Intelligent Routing Algorithm
For dispatch/assignment scenarios, use multi-factor scoring:
def find_best_match(request: ServiceRequest) -> Optional[Agent]:
candidates = get_available_agents()
scored = []
for agent in candidates:
score = (
calculate_distance_score(agent, request) * 0.6 +
calculate_specialization_score(agent, request) * 0.3 +
calculate_availability_score(agent) * 0.1
)
# Emergency boost for specialists
if request.is_emergency and request.issue_type in agent.specializations:
score *= 1.2
scored.append((agent, score))
scored.sort(key=lambda x: x[1], reverse=True)
return scored[0][0] if scored else None
Automated Follow-Up System
Background scheduler for automated outreach:
class SchedulerService:
def __init__(self):
self.scheduler = AsyncIOScheduler()
# Process due follow-ups every 5 minutes
self.scheduler.add_job(
self.process_due_followups,
'interval',
minutes=5
)
# Daily risk score updates
self.scheduler.add_job(
self.update_risk_scores,
'cron',
hour=3
)
async def process_due_followups(self):
due = await self.get_due_followups()
for followup in due:
await self.outbound_service.initiate_call(
customer_id=followup.customer_id,
context=self.build_followup_context(followup)
)
Data Model Design
JSONB for Flexible Extraction
Different calls extract different data. Use JSONB:
class CallRecord(Base):
__tablename__ = "call_records"
id = Column(UUID, primary_key=True)
customer_id = Column(UUID, ForeignKey("customers.id"))
# Structured fields
status = Column(Enum(CallStatus))
duration_seconds = Column(Integer)
sentiment_score = Column(Float)
# Flexible JSONB fields
transcript = Column(JSONB) # Full conversation
extracted_data = Column(JSONB) # Issue, location, vehicle, etc.

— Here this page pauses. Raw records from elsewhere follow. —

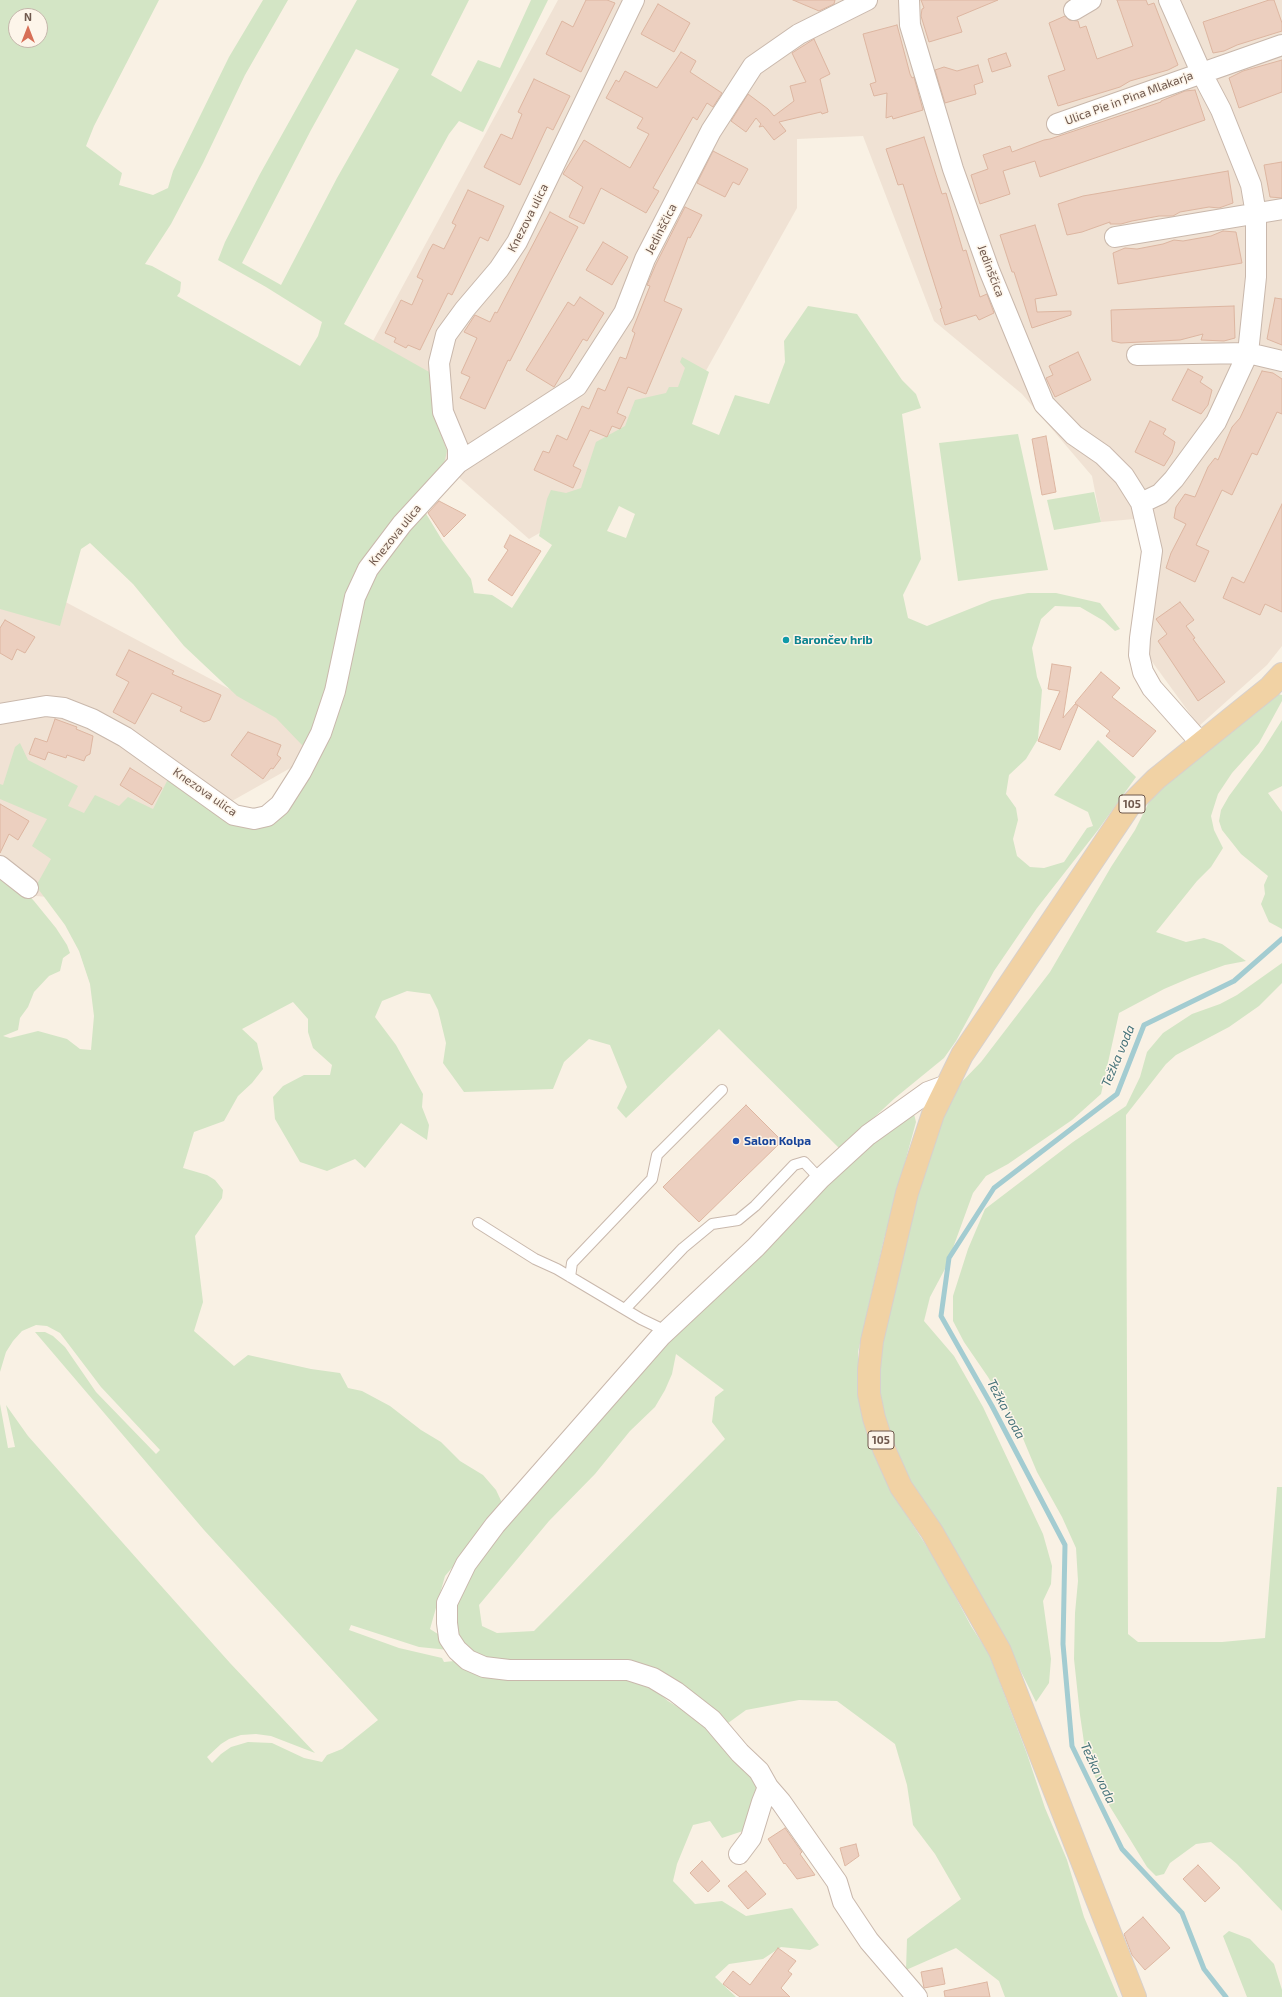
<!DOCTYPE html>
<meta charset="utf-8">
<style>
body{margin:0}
#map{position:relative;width:1282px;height:1997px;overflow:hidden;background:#f9f1e4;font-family:"Exo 2",sans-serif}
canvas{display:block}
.north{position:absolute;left:8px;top:8px;width:40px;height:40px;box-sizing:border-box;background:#fdf5ea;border:1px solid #c4b6ab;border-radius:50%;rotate:0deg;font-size:11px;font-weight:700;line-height:16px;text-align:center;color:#6f584d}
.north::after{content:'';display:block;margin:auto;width:14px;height:18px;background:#d76f56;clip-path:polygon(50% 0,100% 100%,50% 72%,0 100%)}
</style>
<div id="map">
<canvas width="1282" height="1997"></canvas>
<div class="north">N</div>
</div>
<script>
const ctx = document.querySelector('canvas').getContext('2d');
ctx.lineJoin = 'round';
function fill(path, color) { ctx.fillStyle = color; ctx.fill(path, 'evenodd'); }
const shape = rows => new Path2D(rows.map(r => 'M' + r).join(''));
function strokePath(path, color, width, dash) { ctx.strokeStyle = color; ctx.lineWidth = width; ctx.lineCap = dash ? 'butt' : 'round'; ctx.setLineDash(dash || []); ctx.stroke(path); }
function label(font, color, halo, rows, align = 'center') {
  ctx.font = font + ' "Exo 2",sans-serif'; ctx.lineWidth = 3; ctx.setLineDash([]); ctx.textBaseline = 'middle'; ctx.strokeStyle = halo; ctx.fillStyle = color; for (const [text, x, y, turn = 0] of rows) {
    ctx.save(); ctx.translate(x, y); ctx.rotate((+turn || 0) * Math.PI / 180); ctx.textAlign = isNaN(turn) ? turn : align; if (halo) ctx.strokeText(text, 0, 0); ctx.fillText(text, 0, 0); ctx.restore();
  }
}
const residential = shape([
 [558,0,1282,0,1282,646,1267,665,1199,726,1145,652,1145,518,1101,522,1092,476,1022,394,934,321,863,136,797,139,797,208,651,469,529,539,423,446,367,352],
 [26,581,333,744,60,898,0,893,0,604]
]);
const green = shape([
 [0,0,159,0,94,126,86,146,122,173,119,185,153,195,168,188,173,171,229,57,263,0,288,0,245,75,203,163,171,224,145,264,152,266,181,282,180,292,177,296,300,366,318,336,322,322,266,287,218,260,225,242,260,174,357,0,469,0,431,75,461,92,478,60,500,68,531,0,548,0,483,132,459,121,449,134,344,324,431,373,431,397,434,415,447,451,444,464,387,532,308,743,302,745,276,718,237,696,184,646,133,584,90,543,81,549,60,626,0,609],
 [16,16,40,16,40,40,16,40],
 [356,49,399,69,337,178,281,285,242,263,311,130],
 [808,306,857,314,902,380,916,394,921,408,902,414,921,559,903,595,908,618,927,626,992,600,1028,593,1056,593,1100,603,1120,629,1115,631,1104,621,1080,607,1055,606,1041,619,1032,648,1037,677,1042,690,1038,739,1026,759,1009,775,1006,794,1016,808,1018,820,1013,839,1017,856,1030,867,1044,868,1064,862,1087,828,1093,826,1088,812,1054,795,1098,740,1136,777,1098,830,1037,908,994,971,956,1041,944,1058,895,1098,840,1149,719,1029,626,1118,617,1108,627,1087,610,1045,589,1039,564,1062,553,1089,464,1092,443,1063,446,1043,438,1010,430,994,407,991,382,1001,375,1017,396,1045,423,1094,422,1107,429,1125,427,1140,401,1123,365,1168,355,1159,327,1171,300,1162,275,1119,273,1097,283,1086,304,1075,330,1075,332,1065,313,1048,308,1032,308,1019,293,1002,242,1029,257,1043,263,1069,252,1083,238,1096,224,1121,194,1132,183,1168,207,1175,215,1180,223,1190,222,1198,195,1236,203,1302,194,1331,234,1366,248,1355,311,1369,340,1373,348,1388,362,1391,390,1406,421,1430,441,1442,460,1461,483,1475,496,1490,504,1507,445,1576,430,1629,441,1636,449,1650,419,1647,351,1625,349,1630,399,1648,442,1658,444,1662,454,1661,470,1672,492,1679,525,1676,627,1678,645,1682,668,1701,708,1726,757,1780,758,1791,743,1831,722,1838,710,1821,693,1825,677,1864,673,1881,695,1904,722,1901,746,1916,792,1908,819,1945,810,1950,781,1947,763,1959,729,1964,715,1977,736,1997,0,1997,0,1404,8,1448,15,1447,6,1405,28,1436,146,1569,230,1663,315,1753,271,1736,256,1734,241,1735,229,1739,221,1744,207,1757,212,1763,221,1754,231,1747,248,1742,272,1743,304,1758,322,1762,327,1755,342,1749,378,1720,204,1530,35,1332,45,1332,53,1336,65,1347,96,1392,156,1454,160,1450,101,1387,60,1333,47,1326,36,1325,22,1331,13,1341,6,1352,0,1372,0,871,22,888,34,901,56,928,67,945,70,953,63,958,60,971,49,976,34,992,28,1007,20,1018,18,1030,3,1036,10,1038,38,1031,67,1039,80,1049,91,1050,94,1016,90,984,79,951,65,925,36,886,51,859,32,846,47,819,0,799,0,784,3,785,15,747,20,743,28,760,78,786,68,806,84,813,95,795,119,806,128,797,153,809,169,777,234,825,260,828,288,804,360,598,422,507,442,540,471,579,474,593,492,595,512,608,552,545,539,536,547,499,551,490,566,493,581,488,596,442,625,426,635,400,666,393,669,387,678,387,685,368,680,362,682,357,709,372,692,424,719,435,735,395,769,404,785,362,784,341],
 [619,506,635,514,626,538,607,531],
 [1018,434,1048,570,958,581,939,443],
 [1094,492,1101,522,1054,530,1047,500],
 [1278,694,1282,695,1282,701,1259,743,1232,773,1218,794,1211,816,1214,830,1223,848,1211,867,1197,881,1156,932,1186,942,1204,938,1222,944,1246,961,1225,965,1192,977,1164,989,1119,1013,1101,1094,1072,1120,1008,1164,986,1176,973,1193,946,1267,930,1297,924,1321,954,1356,983,1407,1043,1534,1052,1566,1051,1584,1043,1601,1051,1659,1049,1683,1036,1702,996,1621,911,1484,887,1429,879,1388,879,1358,920,1183,951,1093,981,1062,1050,972,1111,867,1135,830,1152,796,1230,731,1255,714],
 [1282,720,1282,786,1268,793,1282,812,1282,929,1269,922,1261,904,1265,894,1264,885,1268,876,1241,854,1222,830,1219,821,1221,810,1229,796,1263,750],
 [1282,963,1282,983,1259,1006,1229,1027,1176,1055,1166,1064,1126,1115,1128,1634,1138,1642,1222,1642,1265,1638,1277,1487,1282,1487,1282,1911,1237,1864,1211,1842,1196,1844,1170,1863,1164,1874,1156,1876,1147,1867,1104,1797,1086,1756,1080,1715,1074,1659,1075,1613,1078,1581,1076,1548,1062,1517,1037,1472,1019,1429,988,1377,964,1342,953,1321,953,1296,968,1249,985,1209,1073,1142,1126,1106,1140,1077,1147,1052,1163,1033,1192,1014,1220,1004,1237,995],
 [914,1114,916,1122,884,1239,858,1352,858,1381,861,1411,873,1450,900,1505,938,1564,971,1626,989,1654,1027,1754,1045,1808,1067,1860,1084,1917,1118,1997,1005,1997,999,1981,956,1948,906,1970,907,1939,961,1899,935,1854,913,1825,907,1785,895,1744,837,1701,799,1700,746,1710,724,1726,663,1675,495,1661,475,1655,454,1632,454,1602,483,1547,661,1344,835,1174,895,1119],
 [676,1354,724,1390,715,1397,712,1422,725,1439,534,1631,497,1633,482,1626,479,1605,549,1521,595,1474,630,1431,655,1407,665,1390,672,1374],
 [1229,1931,1250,1939,1274,1964,1282,1990,1282,1997,1247,1997,1223,1936]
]);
const stream = shape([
 [1226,1997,1204,1969,1182,1913,1122,1849,1072,1746,1063,1644,1065,1545,992,1406,941,1316,949,1258,994,1188,1117,1094,1144,1025,1234,981,1282,939]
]);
const building = shape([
 [586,0,607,0,615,3,581,72,546,54,562,21,573,27,586,0],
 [793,0,835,0,834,4,819,11,793,0],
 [921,0,998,0,957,17,962,32,929,42,921,16,922,9,924,8,921,0],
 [1117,0,1146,0,1148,5,1154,3,1178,65,1168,70,1130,81,1120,87,1058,106,1048,76,1065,70,1049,23,1065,16,1069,20,1078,21,1080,28,1086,26,1097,59,1133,46,1117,0],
 [1269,0,1274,0,1282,23,1282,31,1237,45,1224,51,1213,53,1203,22,1269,0],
 [658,4,690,23,674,52,641,34,658,4],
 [897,25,910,74,912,78,914,77,923,110,893,119,892,116,886,118,887,93,874,96,870,84,876,82,863,34,897,25],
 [814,39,830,74,820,79,828,112,822,114,821,112,779,122,786,131,774,140,763,126,759,127,761,124,756,118,746,132,731,121,748,94,768,109,774,116,794,101,790,86,806,82,792,53,814,39],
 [681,52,696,61,690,72,722,93,713,107,707,103,697,120,693,117,653,188,659,191,646,213,601,188,584,224,569,217,583,187,563,174,584,140,630,168,649,134,637,128,643,118,606,98,616,80,619,82,625,71,657,88,681,52],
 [1006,53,1011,66,992,72,988,59,1006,53],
 [1282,60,1282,92,1239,108,1229,78,1243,71,1282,60],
 [978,65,983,82,974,85,976,94,945,103,935,70,944,67,957,71,978,65],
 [534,79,570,96,553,130,547,127,520,185,484,167,501,134,512,139,522,114,518,112,534,79],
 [1195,90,1205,120,1040,177,1035,161,1003,171,1010,194,980,204,971,175,988,169,983,155,1010,146,1012,152,1044,140,1050,139,1161,102,1161,101,1185,91,1195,90],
 [924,137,942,194,946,193,963,251,966,250,980,297,987,294,994,313,979,320,976,315,945,325,940,309,942,308,903,184,898,185,886,149,924,137],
 [713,151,748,169,739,185,733,182,725,197,697,183,713,151],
 [1282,162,1282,198,1270,197,1264,165,1282,162],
 [1228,171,1233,203,1219,208,1209,207,1180,212,1173,216,1159,216,1132,221,1121,224,1110,224,1110,222,1082,232,1067,235,1058,204,1083,196,1228,171],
 [468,190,504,206,488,241,480,237,455,289,452,295,448,293,420,350,408,345,406,348,394,342,396,338,385,333,401,300,412,305,423,280,417,277,429,251,433,244,444,249,456,225,452,223,468,190],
 [685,207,702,215,690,238,688,237,664,301,682,309,646,394,628,387,617,413,626,417,620,429,612,426,607,437,590,430,573,466,581,470,573,488,534,470,543,451,549,453,557,435,567,440,582,406,589,409,598,388,605,391,620,357,626,359,635,333,632,331,650,286,647,285,656,264,685,207],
 [550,212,578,227,510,361,508,360,485,409,460,398,470,377,461,373,477,338,464,332,475,315,490,322,495,312,497,313,550,212],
 [1035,225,1057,295,1035,299,1037,312,1071,311,1071,315,1032,328,1014,272,1012,272,1000,235,1035,225],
 [1223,231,1236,232,1242,263,1118,284,1113,253,1125,248,1137,249,1163,244,1174,240,1183,241,1211,236,1223,231],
 [603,242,628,257,612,285,586,270,603,242],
 [580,297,604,313,587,341,583,339,554,387,526,370,568,302,574,306,580,297],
 [1275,298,1282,299,1282,345,1267,339,1275,298],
 [1234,306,1235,338,1224,341,1201,340,1203,334,1180,340,1121,343,1112,341,1111,310,1234,306],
 [1078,352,1091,380,1055,397,1046,378,1053,375,1049,366,1078,352],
 [1188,369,1203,377,1200,382,1212,390,1208,405,1201,414,1172,400,1188,369],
 [1262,371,1273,373,1282,379,1282,414,1277,412,1257,455,1252,453,1232,495,1222,490,1196,545,1209,551,1195,582,1166,568,1171,553,1186,524,1174,518,1176,507,1185,494,1195,497,1208,467,1215,458,1218,460,1232,427,1240,418,1262,371],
 [1150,421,1166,429,1163,434,1175,442,1172,453,1164,466,1135,452,1150,421],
 [1046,436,1056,492,1042,495,1032,439,1046,436],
 [439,501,466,515,444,537,428,513,439,501],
 [1282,504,1282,612,1265,604,1260,615,1223,598,1232,577,1244,583,1282,504],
 [510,535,541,551,512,596,488,580,508,550,504,547,510,535],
 [1180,602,1194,620,1186,626,1195,638,1193,639,1225,682,1198,701,1158,641,1167,634,1156,619,1180,602],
 [5,620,35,637,25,653,17,649,12,660,0,653,0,628,5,620],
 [129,650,174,671,172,674,221,695,210,720,204,722,180,711,182,707,152,693,135,724,113,712,129,682,116,675,129,650],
 [1052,664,1071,667,1063,718,1075,704,1078,706,1060,750,1038,741,1060,691,1048,689,1052,664],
 [1101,672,1120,688,1112,697,1156,731,1133,757,1106,736,1110,731,1075,703,1101,672],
 [55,719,77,727,76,729,93,736,90,754,86,756,84,761,67,755,66,758,48,752,45,760,29,754,35,738,47,742,55,719],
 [248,732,281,745,277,755,281,758,273,769,271,768,263,779,231,755,248,732],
 [130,768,162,788,152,805,120,785,130,768],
 [0,804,29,821,18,840,9,834,0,853,0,804],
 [746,1105,782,1141,699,1222,663,1187,746,1105],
 [785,1828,802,1852,800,1854,815,1875,797,1879,785,1863,784,1864,768,1839,785,1828],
 [856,1844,859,1856,845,1866,840,1848,856,1844],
 [702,1861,720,1881,708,1892,690,1873,702,1861],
 [1198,1865,1220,1888,1205,1902,1183,1879,1198,1865],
 [746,1871,766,1894,748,1909,728,1886,746,1871],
 [1143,1917,1170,1948,1145,1970,1132,1955,1124,1934,1143,1917],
 [778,1948,796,1961,788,1971,792,1974,781,1988,790,1997,740,1997,723,1984,733,1971,750,1985,778,1948],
 [942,1968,945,1984,924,1988,921,1972,942,1968],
 [987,1982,990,1997,945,1997,944,1991,987,1982]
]);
const service = shape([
 [478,1223,535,1259,557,1269,641,1319,666,1331],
 [570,1277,572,1263,652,1179,657,1155,722,1090],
 [625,1309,683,1248,712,1224,738,1220,755,1206,794,1165,804,1162,820,1179]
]);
const minor = shape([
 [909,0,910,25,953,169,989,270,1044,404,1074,435,1103,455,1124,476,1141,503,1152,551,1140,638,1139,655,1143,672,1152,688,1200,742],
 [1074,10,1091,0],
 [1057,124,1282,45],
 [1115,237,1282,209],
 [1137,355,1248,353,1282,361],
 [458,463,458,448,443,412,439,363,446,335,465,309,499,269,517,242,634,0],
 [1141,503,1160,494,1174,479,1216,422,1248,353,1256,277,1256,214,1251,185,1221,110,1201,72,1169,0],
 [0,714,46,706,64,708,92,719,125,737,234,815,254,819,267,816,280,805,301,772,321,733,335,691,355,597,368,569,402,524,458,463,577,386,624,313,645,259,711,131,753,66,799,34,867,0],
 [0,866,28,888],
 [768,1787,781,1802,837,1882,843,1902,869,1941,917,1997],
 [739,1854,751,1838,762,1802,768,1787,759,1771,740,1753,712,1720,676,1692,653,1678,628,1670,509,1670,484,1667,468,1660,457,1650,449,1638,447,1623,447,1603,466,1564,495,1525,661,1336,756,1247,820,1179,868,1135,928,1092,947,1085]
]);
const primary = shape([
 [1135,1997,1000,1651,932,1532,901,1487,884,1449,874,1418,869,1394,869,1369,872,1341,907,1193,933,1114,962,1055,1130,805,1156,779,1270,687,1282,674]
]);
const markers = [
 [786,640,4,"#0f9aa8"],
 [736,1141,4,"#1a4fb4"]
];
const shields = [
 [1132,804,26],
 [881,1440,26]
];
const shieldNames = [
 ["105",1132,804],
 ["105",881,1440]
];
const streetNames = [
 ["Ulica Pie in Pina Mlakarja",1129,98,-20],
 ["Knezova ulica",528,218,-63],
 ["Jedinščica",661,229,-63],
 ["Jedinščica",991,271,69],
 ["Knezova ulica",395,535,-51],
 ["Knezova ulica",205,792,35]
];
const cultureNames = [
 ["Barončev hrib",794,640]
];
const transitNames = [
 ["Salon Kolpa",744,1141]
];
const waterNames = [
 ["Težka voda",1118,1056,-67],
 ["Težka voda",1006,1409,62],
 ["Težka voda",1098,1773,65]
];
fill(residential, '#f0e2d4');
fill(green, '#d3e5c5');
strokePath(stream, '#a3ccd1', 5);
fill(building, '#eccfbf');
strokePath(building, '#ddb6a1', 1);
strokePath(service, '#c9b8ac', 12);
strokePath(minor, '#c9b8ac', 22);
strokePath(primary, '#d7d0cd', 24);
strokePath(service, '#fff', 10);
strokePath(minor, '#fff', 20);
strokePath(primary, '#f1d2a4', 22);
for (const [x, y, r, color] of markers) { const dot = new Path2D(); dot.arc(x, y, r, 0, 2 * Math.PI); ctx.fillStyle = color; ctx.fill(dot); strokePath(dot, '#fdf5ea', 1.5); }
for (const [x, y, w] of shields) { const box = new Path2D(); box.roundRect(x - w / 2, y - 9, w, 18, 3); ctx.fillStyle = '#fdf5ea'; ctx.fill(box); strokePath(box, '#6f584d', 1); }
label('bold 11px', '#6f584d', null, shieldNames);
label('12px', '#6f584d', '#fdf5ea', streetNames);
label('bold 12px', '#0d838f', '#fdf5ea', cultureNames, 'left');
label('bold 12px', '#164399', '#fdf5ea', transitNames, 'left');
label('italic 13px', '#46737a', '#fdf5ea', waterNames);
</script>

analysis_result = Column(JSONB) # Full LLM analysis
# Example extracted_data:
# {
# "issue": {"type": "flat_tire", "severity": "normal"},
# "location": {"address": "123 Main St", "landmark": "near gas station"},
# "promise": {"amount": 5000, "date": "2024-12-25"}
# }
Production Lessons
1. Webhook Reliability
ElevenLabs sends webhooks on conversation end. Always implement:
- Signature verification (HMAC-SHA256)
- Idempotency (handle duplicate webhooks)
- Fallback polling for missed webhooks
2. Cost Management
Each call generates multiple API calls:
- Voice AI (per-minute pricing)
- LLM analysis (per-token pricing)
Implement meaningful call detection to avoid wasting analysis on dropped calls.
3. Error Recovery
WebSocket connections drop. Implement:
- Auto-reconnect with exponential backoff
- Session state recovery
- Graceful degradation (store locally, sync later)
4. Observability
Log everything:
- Full transcripts with timestamps
- LLM prompts and responses
- Latency metrics per component
- Extraction confidence scores
Results and Impact
These systems achieve:
- 24/7 autonomous operation without human agents
- Sub-second response latency for natural conversations
- 90%+ intent detection accuracy with structured extraction
- Automated follow-up scheduling based on business rules
- Real-time analytics for operational visibility
Tech Stack Summary
| Layer | Technology |
|---|---|
| Backend | FastAPI, SQLAlchemy 2.0, AsyncPG |
| Frontend | React 18, TypeScript, TailwindCSS |
| Voice AI | ElevenLabs Conversational API |
| LLM | OpenRouter (Claude, GPT-4o, Qwen) |
| Real-time | WebSockets, WebRTC |
| Database | PostgreSQL 17 with JSONB |
| Deployment | Docker Compose, Nginx |
Conclusion
Building production agentic AI requires thinking beyond the conversation itself. You need:
- Dynamic context injection for personalized interactions
- Multi-model orchestration for different analysis tasks
- Business rules integration in LLM prompts
- Structured output extraction with confidence scoring
- Automated workflows for follow-ups and escalations
- Robust error handling for production reliability
The future of enterprise AI isn’t chatbots answering questions. It’s autonomous agents that understand context, make decisions, and drive outcomes.
These insights come from building AI-powered call center platforms handling real customer interactions in roadside assistance and financial services domains.